Nach Stunden des Spinnens und Färbens ging mein Kissenprojekt in dieser Woche endlich in die Phase des Webens über. 🙂

Meine Inspiration dazu war das Buch „Woven Treasures: One-Of-A-Kind Bags with Folk Weaving Techniques“ von Sara Lamb, in dem anhand verschiedener Taschen-Projekte unterschiedliche Webtechnniken, u.a. auch eine Teppich-Knüpftechnik, erklärt werden.

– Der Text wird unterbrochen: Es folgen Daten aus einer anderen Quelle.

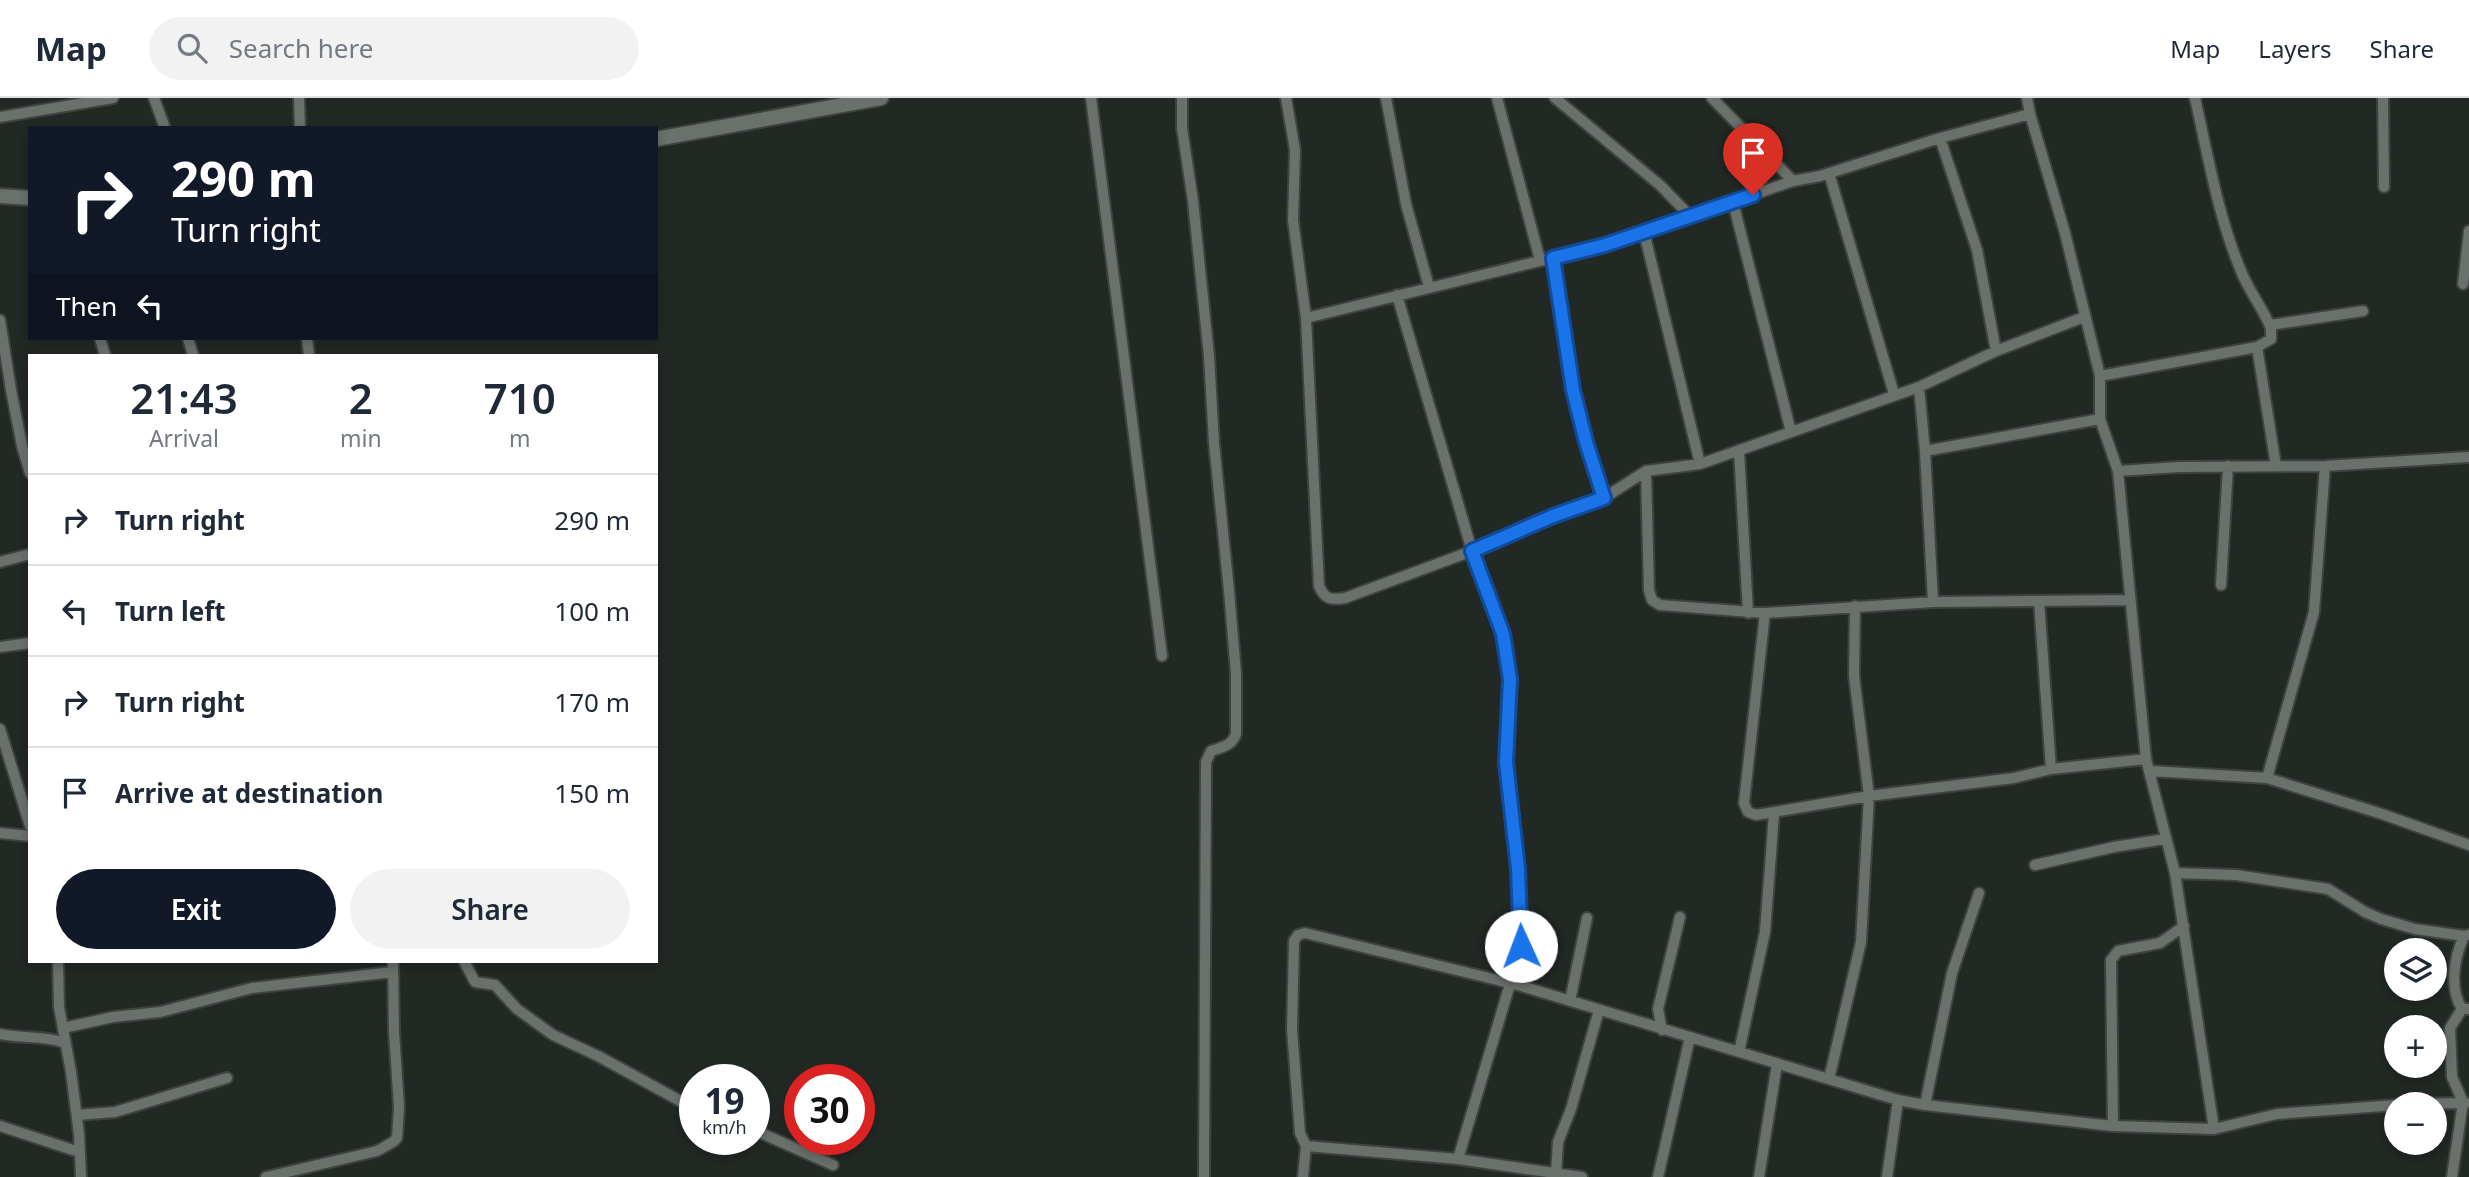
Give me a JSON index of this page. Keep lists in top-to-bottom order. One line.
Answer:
{"page":{"header":"Map","search":"Search here","nav":["Map","Layers","Share"],"turn":["290 m","Turn right"],"then":"Then","eta":["21:43","Arrival","2","min","710","m"],"list":[{"name":"Turn right","value":"290 m"},{"name":"Turn left","value":"100 m"},{"name":"Turn right","value":"170 m"},{"name":"Arrive at destination","value":"150 m"}],"buttons":["Exit","Share"],"map_buttons":["+","−"],"speed":"19 km/h","limit":"30"}}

Ghiordes knot: knots used in carpet-making. In Encyclopædia Britannica.
Retrieved from http://www.britannica.com/EBchecked/media/89915/Knots-used-in-handmade-carpets

Hierbei wird ein flauschiges Garn in einer Art Knoten (auch türkischer Knüpfknoten, Gördes- oder Ghiordes -Knoten genannt) um zwei nebeneinanderliegende Kettfäden geschwungen und wird stückweise abgeschnitten, so dass die Schnittflächen die Oberfläche bilden. Zur Stabilisierung wird mit einem dünneren Schussgarn immer wieder abwechselnd darüber und an den Rändern entlang gewebt.

Von den drei Knotentypen rechts habe ich den obersten benutzt.
Das Motiv, das ich umsetze, ist ein selbstgezeichnetes Baumlabyrinth; ein Symbol, das für die Lust steht- am Leben und an den Dingen, die man tut. Als Farben habe ich Blau und Orange gewählt, wobei ich das Symbol mit einem dunkleren Blau umranden werde.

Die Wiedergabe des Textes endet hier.